Data entries
▼

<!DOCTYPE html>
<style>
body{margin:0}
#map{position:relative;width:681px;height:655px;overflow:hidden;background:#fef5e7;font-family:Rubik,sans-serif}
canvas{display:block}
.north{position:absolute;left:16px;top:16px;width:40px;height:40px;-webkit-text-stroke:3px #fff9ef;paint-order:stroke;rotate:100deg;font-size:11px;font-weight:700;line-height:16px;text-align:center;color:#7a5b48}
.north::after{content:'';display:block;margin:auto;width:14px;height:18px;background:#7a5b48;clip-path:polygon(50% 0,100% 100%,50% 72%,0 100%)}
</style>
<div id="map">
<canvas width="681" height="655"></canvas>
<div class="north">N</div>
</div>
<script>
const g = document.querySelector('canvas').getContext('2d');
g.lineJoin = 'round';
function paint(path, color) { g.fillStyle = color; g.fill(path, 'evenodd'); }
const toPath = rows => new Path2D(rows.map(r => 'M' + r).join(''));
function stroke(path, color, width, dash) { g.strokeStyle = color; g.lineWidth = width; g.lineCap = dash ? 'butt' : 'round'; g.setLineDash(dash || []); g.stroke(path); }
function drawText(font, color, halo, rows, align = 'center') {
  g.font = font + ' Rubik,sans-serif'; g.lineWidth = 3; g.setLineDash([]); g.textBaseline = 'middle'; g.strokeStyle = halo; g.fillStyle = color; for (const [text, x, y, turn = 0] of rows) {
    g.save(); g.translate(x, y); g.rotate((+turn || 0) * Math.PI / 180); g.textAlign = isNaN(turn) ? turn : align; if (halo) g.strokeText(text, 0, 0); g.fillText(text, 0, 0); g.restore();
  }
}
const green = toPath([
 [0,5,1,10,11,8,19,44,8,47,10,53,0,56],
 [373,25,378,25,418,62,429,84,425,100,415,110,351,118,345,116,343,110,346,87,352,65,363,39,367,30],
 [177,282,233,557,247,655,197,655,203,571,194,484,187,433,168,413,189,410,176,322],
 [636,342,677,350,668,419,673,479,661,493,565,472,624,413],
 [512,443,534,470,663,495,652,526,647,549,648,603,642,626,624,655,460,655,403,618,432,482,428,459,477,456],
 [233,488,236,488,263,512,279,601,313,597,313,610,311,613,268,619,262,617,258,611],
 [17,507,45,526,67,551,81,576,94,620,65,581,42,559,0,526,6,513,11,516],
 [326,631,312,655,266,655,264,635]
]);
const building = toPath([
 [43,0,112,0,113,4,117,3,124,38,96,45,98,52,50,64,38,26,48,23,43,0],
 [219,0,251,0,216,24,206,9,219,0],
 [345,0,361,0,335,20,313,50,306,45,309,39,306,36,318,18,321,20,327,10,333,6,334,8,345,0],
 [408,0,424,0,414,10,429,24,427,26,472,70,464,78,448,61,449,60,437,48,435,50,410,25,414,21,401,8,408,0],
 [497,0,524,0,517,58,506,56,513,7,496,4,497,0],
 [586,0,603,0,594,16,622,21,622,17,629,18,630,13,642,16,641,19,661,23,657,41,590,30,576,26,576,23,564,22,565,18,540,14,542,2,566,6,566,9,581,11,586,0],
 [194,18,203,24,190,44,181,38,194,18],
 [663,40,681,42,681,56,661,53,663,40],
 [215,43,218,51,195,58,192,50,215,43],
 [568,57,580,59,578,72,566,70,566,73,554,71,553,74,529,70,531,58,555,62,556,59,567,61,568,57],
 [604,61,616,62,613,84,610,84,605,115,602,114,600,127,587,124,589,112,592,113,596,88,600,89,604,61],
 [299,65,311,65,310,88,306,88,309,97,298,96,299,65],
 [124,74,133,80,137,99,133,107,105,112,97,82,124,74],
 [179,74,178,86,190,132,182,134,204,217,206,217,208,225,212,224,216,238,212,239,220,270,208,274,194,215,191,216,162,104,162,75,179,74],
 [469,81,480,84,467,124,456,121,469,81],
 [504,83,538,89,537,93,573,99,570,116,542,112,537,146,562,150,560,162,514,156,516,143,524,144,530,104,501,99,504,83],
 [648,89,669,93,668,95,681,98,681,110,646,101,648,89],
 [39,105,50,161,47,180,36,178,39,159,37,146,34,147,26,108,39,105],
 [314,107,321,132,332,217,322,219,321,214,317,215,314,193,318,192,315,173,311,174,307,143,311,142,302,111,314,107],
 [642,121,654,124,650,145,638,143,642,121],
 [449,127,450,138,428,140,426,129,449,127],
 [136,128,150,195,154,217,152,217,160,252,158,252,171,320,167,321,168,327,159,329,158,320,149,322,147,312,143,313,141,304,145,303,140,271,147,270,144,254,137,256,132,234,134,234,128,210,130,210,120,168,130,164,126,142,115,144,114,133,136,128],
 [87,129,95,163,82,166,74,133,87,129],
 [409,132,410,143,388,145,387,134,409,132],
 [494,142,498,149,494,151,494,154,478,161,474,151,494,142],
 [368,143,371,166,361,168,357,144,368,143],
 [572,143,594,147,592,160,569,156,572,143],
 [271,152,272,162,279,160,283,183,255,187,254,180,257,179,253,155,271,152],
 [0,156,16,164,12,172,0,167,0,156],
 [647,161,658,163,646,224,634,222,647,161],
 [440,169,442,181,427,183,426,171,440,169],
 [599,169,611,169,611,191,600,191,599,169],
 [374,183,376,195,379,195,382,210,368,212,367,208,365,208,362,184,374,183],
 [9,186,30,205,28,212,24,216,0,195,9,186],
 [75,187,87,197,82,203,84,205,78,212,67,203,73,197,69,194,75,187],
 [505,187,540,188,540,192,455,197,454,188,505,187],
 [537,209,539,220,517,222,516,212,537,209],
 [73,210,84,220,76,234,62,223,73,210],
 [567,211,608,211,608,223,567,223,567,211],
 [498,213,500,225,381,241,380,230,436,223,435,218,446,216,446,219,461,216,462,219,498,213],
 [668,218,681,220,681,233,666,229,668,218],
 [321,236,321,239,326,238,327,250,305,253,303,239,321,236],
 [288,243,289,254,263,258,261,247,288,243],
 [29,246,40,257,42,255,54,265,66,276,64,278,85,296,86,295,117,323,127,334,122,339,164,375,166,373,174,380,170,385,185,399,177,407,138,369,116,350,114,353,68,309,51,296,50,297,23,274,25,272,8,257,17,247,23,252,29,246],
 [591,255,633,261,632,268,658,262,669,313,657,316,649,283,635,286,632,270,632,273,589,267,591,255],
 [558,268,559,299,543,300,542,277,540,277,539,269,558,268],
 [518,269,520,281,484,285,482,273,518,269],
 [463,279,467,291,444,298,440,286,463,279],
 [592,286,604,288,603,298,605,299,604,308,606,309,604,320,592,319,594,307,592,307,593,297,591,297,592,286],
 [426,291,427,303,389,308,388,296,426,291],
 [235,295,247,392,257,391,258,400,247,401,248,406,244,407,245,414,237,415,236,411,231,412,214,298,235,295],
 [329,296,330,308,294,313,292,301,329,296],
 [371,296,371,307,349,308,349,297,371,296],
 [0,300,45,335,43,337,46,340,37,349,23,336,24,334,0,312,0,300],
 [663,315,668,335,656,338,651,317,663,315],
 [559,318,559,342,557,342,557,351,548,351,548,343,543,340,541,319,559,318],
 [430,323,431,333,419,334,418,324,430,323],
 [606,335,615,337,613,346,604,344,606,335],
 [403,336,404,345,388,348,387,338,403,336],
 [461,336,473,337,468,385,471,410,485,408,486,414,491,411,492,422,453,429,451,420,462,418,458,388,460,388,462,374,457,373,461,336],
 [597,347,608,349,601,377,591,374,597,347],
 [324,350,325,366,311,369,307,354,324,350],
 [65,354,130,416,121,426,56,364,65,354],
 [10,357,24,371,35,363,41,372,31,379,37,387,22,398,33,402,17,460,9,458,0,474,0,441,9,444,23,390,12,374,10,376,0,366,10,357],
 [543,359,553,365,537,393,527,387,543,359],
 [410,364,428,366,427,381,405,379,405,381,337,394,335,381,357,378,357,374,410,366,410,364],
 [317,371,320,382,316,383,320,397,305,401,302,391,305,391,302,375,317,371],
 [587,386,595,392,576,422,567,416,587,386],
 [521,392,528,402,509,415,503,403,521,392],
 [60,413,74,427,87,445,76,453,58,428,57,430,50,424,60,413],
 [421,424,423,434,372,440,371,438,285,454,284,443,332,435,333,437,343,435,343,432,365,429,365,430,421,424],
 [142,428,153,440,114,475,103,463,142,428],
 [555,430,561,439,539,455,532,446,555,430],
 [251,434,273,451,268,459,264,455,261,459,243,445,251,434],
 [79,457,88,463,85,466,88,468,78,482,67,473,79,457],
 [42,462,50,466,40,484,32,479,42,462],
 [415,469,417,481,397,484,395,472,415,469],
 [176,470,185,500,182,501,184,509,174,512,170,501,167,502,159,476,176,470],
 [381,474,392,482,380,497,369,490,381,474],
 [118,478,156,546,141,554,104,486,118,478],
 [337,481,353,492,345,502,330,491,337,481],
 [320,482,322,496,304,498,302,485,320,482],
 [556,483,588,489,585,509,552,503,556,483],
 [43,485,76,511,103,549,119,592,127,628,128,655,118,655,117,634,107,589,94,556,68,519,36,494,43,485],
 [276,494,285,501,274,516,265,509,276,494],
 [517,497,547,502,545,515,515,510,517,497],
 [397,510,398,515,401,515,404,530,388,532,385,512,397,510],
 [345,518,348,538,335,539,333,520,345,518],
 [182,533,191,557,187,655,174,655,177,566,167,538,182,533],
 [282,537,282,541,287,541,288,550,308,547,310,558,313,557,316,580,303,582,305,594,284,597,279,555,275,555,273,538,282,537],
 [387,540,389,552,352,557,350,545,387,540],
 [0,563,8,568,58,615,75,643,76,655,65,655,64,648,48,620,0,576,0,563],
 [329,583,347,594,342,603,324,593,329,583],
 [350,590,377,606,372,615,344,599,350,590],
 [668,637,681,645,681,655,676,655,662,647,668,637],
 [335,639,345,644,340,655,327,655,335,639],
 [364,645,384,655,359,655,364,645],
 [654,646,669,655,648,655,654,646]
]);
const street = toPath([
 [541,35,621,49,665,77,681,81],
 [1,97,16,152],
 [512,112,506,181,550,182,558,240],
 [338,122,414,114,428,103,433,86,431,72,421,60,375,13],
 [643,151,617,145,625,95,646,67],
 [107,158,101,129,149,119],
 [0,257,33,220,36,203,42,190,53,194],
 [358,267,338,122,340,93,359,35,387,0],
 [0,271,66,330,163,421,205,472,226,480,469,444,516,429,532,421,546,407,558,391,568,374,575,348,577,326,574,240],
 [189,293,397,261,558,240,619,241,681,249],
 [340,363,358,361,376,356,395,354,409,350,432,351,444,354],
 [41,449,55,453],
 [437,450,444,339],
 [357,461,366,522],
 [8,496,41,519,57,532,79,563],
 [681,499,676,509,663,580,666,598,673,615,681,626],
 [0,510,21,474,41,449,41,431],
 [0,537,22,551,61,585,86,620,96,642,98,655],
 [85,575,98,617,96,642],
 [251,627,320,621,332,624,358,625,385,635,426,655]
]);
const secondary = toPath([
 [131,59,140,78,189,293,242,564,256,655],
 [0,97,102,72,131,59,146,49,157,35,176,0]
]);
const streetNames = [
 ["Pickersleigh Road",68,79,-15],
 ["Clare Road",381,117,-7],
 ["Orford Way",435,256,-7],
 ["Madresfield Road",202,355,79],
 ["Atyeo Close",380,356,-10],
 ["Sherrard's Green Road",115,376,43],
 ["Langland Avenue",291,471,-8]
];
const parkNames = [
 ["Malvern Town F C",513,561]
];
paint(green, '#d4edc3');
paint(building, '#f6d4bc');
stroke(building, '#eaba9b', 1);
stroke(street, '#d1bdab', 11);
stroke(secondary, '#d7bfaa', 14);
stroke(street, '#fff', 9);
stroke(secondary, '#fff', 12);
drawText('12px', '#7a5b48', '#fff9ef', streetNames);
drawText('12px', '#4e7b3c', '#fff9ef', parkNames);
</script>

▲

■ **PROBLEM**
From the records, copy every line that has the string "align" in it.

■ **COMPLETED EXERCISE**
.north{position:absolute;left:16px;top:16px;width:40px;height:40px;-webkit-text-stroke:3px #fff9ef;paint-order:stroke;rotate:100deg;font-size:11px;font-weight:700;line-height:16px;text-align:center;color:#7a5b48}
function drawText(font, color, halo, rows, align = 'center') {
    g.save(); g.translate(x, y); g.rotate((+turn || 0) * Math.PI / 180); g.textAlign = isNaN(turn) ? turn : align; if (halo) g.strokeText(text, 0, 0); g.fillText(text, 0, 0); g.restore();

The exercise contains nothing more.